Um aspecto é muito exaltado por Arendt nessa obra, é a
solidariedade e a capacidade de resistência à
opressão – qualidades raramente encontradas naqueles tempos
sombrios – mas quando elas aconteceram, os alemães recuaram.
"Quando [os nazistas] encontraram resistência baseada em
princípios, sua 'dureza' se derreteu como manteiga ao sol. [...]

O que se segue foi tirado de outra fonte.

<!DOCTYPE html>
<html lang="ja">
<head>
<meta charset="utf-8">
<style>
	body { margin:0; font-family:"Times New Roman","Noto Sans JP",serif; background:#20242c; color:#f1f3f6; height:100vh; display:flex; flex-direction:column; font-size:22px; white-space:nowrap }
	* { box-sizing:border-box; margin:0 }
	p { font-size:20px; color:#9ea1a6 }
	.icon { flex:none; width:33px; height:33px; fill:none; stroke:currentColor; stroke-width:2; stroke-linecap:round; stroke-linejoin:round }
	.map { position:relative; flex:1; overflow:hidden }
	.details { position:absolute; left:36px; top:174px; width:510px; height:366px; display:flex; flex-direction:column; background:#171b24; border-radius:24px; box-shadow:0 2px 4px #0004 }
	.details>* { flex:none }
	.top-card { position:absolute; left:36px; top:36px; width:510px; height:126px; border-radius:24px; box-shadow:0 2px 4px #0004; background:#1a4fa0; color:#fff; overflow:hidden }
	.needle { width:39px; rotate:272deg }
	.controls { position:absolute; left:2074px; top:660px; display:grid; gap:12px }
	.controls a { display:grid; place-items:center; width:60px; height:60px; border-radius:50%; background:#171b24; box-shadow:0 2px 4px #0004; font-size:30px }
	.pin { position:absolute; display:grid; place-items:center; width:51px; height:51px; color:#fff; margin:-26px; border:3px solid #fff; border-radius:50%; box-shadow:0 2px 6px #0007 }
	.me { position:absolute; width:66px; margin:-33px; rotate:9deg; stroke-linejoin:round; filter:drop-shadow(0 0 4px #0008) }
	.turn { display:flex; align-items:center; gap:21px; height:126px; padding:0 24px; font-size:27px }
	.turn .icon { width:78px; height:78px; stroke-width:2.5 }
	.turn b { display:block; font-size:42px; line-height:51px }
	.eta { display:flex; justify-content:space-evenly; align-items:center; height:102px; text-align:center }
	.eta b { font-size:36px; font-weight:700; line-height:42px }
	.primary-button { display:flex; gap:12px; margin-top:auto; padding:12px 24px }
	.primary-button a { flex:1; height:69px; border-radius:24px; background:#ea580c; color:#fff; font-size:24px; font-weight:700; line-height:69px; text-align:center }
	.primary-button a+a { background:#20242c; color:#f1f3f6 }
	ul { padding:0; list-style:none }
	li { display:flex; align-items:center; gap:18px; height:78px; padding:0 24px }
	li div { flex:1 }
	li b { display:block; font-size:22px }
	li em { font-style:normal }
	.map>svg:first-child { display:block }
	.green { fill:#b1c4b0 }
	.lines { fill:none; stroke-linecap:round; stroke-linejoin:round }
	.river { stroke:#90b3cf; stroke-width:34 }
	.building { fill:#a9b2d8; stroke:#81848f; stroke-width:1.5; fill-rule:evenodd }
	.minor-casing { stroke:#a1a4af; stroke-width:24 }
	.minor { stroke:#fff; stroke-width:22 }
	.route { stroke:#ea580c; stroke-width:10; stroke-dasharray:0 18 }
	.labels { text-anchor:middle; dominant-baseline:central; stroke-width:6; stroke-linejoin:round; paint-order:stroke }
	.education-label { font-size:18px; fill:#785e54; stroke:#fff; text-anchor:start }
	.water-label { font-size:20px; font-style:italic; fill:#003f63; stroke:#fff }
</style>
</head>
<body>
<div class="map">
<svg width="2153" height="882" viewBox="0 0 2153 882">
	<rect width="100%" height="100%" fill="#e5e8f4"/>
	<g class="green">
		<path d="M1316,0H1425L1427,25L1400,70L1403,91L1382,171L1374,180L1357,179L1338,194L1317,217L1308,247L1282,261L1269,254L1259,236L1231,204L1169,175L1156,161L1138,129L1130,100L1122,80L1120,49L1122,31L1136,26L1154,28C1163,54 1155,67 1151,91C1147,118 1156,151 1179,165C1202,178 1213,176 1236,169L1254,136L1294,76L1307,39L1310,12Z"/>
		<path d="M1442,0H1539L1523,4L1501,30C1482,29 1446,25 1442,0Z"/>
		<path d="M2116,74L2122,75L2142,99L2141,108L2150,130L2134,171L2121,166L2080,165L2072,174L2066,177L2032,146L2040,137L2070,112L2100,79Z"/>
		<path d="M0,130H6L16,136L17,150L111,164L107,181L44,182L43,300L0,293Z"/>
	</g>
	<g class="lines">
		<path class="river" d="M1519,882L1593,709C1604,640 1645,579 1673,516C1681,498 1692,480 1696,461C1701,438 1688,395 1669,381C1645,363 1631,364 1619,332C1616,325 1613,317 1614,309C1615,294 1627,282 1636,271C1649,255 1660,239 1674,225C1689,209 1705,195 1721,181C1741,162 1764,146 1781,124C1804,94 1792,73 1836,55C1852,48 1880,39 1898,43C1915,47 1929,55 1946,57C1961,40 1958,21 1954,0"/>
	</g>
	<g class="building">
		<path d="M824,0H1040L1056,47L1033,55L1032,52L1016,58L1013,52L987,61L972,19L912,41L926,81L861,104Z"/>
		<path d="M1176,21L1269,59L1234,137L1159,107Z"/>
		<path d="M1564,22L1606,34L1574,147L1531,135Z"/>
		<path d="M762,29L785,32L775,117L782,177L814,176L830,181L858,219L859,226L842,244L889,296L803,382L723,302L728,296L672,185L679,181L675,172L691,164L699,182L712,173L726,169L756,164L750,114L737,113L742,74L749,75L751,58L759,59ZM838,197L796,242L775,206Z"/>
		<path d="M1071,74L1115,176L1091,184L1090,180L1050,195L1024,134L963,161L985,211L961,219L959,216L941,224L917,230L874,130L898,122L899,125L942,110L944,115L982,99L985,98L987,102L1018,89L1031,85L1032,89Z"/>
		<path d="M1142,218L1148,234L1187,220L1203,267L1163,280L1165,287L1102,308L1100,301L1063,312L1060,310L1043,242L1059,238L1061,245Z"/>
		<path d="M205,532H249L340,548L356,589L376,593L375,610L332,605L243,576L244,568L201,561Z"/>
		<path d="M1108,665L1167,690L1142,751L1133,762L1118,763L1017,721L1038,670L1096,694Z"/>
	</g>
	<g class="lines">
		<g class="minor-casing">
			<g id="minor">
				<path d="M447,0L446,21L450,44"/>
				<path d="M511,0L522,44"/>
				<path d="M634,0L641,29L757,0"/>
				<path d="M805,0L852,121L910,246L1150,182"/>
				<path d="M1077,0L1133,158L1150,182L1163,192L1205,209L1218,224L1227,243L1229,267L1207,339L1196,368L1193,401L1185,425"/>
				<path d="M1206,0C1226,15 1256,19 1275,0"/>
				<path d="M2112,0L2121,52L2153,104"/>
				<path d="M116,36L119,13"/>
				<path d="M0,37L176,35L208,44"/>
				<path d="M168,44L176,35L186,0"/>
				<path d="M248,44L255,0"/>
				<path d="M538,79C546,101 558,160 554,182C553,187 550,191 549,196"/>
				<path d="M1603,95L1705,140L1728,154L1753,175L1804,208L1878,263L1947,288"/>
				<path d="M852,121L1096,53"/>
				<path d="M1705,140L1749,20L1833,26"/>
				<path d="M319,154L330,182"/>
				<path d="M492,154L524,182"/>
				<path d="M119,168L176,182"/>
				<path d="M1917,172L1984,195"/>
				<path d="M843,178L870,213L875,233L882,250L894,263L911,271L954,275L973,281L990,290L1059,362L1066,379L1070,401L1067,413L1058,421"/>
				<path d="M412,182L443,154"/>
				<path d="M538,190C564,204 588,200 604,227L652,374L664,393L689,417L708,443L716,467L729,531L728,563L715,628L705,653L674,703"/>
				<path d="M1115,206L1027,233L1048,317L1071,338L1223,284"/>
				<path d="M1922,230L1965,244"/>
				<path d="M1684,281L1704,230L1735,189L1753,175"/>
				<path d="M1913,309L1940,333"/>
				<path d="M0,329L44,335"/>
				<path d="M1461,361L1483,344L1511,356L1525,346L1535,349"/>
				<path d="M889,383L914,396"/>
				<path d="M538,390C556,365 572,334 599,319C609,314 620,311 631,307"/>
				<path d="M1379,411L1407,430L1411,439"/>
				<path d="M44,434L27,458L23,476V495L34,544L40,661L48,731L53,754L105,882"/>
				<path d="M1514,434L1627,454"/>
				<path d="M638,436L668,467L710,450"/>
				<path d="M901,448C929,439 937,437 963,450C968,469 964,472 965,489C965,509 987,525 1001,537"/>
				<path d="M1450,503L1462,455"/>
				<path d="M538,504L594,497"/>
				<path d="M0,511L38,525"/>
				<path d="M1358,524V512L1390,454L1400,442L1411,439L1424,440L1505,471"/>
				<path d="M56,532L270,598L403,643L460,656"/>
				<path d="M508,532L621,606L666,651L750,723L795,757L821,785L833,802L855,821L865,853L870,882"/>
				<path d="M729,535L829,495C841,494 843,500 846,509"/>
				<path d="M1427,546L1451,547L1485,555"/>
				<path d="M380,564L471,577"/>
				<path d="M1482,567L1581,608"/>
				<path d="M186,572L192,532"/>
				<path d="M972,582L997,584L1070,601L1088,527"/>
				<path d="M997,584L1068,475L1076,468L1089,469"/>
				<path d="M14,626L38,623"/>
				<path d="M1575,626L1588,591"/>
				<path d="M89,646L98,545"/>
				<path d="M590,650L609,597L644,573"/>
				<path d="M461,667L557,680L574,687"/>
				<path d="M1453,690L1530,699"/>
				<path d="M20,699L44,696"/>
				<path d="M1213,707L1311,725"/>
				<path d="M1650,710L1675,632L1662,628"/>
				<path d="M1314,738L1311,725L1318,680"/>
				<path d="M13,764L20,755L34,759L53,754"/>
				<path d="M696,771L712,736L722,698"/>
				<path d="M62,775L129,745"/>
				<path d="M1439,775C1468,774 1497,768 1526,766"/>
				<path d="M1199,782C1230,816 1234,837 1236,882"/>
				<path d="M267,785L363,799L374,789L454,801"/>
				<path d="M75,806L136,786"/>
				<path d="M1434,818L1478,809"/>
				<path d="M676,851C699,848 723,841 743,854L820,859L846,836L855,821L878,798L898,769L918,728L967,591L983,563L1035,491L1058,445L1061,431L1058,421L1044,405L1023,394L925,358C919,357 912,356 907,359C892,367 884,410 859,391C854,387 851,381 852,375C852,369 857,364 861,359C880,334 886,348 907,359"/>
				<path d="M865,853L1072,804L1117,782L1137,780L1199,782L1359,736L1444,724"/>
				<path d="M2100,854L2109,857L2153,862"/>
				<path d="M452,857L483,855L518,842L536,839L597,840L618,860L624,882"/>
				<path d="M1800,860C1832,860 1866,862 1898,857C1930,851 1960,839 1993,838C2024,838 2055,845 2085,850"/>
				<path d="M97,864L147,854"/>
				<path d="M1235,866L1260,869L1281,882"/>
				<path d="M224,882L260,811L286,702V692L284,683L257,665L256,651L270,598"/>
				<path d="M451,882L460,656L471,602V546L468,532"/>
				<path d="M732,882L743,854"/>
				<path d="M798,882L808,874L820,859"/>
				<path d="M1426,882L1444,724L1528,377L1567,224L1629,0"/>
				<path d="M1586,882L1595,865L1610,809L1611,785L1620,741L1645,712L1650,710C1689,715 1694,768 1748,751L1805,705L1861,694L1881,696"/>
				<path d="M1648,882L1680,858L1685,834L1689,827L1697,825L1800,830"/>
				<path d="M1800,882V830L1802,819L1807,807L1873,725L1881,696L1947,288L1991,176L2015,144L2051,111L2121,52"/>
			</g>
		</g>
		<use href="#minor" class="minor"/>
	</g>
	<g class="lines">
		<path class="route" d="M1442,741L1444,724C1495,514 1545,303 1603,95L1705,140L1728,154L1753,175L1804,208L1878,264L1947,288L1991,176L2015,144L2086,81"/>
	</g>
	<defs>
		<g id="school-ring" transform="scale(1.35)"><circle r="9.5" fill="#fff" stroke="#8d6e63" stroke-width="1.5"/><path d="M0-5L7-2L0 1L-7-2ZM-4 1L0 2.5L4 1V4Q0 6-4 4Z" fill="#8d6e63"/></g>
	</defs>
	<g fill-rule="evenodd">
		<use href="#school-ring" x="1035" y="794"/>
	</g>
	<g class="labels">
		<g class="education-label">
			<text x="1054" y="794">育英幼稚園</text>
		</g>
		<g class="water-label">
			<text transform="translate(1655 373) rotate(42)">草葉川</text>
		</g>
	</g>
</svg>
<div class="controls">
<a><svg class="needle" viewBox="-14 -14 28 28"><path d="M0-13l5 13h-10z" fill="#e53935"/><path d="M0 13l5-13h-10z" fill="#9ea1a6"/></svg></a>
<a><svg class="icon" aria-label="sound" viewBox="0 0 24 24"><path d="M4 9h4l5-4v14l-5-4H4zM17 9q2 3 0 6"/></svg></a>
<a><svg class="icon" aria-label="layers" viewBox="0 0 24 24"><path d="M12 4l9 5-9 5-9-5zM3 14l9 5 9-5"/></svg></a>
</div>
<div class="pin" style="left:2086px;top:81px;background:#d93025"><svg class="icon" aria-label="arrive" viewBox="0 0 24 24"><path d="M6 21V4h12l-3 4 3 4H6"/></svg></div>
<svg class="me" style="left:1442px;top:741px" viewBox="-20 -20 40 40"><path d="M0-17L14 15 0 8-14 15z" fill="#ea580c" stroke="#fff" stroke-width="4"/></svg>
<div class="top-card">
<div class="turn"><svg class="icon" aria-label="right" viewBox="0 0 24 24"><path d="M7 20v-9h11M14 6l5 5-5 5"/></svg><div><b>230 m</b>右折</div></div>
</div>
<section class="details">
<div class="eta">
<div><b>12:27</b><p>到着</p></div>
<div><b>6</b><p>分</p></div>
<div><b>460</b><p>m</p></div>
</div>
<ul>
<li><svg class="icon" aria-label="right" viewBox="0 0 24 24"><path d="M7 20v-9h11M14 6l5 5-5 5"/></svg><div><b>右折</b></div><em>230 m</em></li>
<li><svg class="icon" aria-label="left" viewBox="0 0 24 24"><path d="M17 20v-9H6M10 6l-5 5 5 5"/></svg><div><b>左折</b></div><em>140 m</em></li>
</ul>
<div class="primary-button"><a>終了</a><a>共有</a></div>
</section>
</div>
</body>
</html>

O ideal de 'dureza', exceto talvez para uns poucos brutos semi-loucos,
não passava de um mito de auto-engano, escondendo um desejo
feroz de conformidade a qualquer preço, e isso foi claramente
revelado nos julgamentos de Nüremberg, onde os réus se
acusavam e traíam mutuamente e juravam ao mundo que sempre
'haviam sido contra aquilo', ou diziam, como faria Eichmann, que seus
superiores haviam feito mau uso de suas melhores qualidades. Em
Jerusalém, ele acusou 'os poderosos' de ter feito mau uso de sua
'obediência'" – ironizou Arendt.
A Holanda, lembra Arendt, foi o único país da Europa em
que os estudantes entraram em greve quando professores judeus foram
despedidos, e onde uma onda de greves operárias explodiu como
reação à primeira deportação de
judeus para os campos de concentração, principalmente de
Sobibor. Na Dinamarca, quando os alemães abordaram altos
funcionários governamentais para que fosse possível a
identificação de judeus por um emblema amarelo no
braço, eles simplesmente responderam que nesse caso o rei
também usaria a identificação e que se os
alemães insistissem haveria uma imediata renúncia
generalizada. Segundo Arendt, os nazistas recuaram e foram tratar de
criar outros meios para perpetrar seus crimes na região.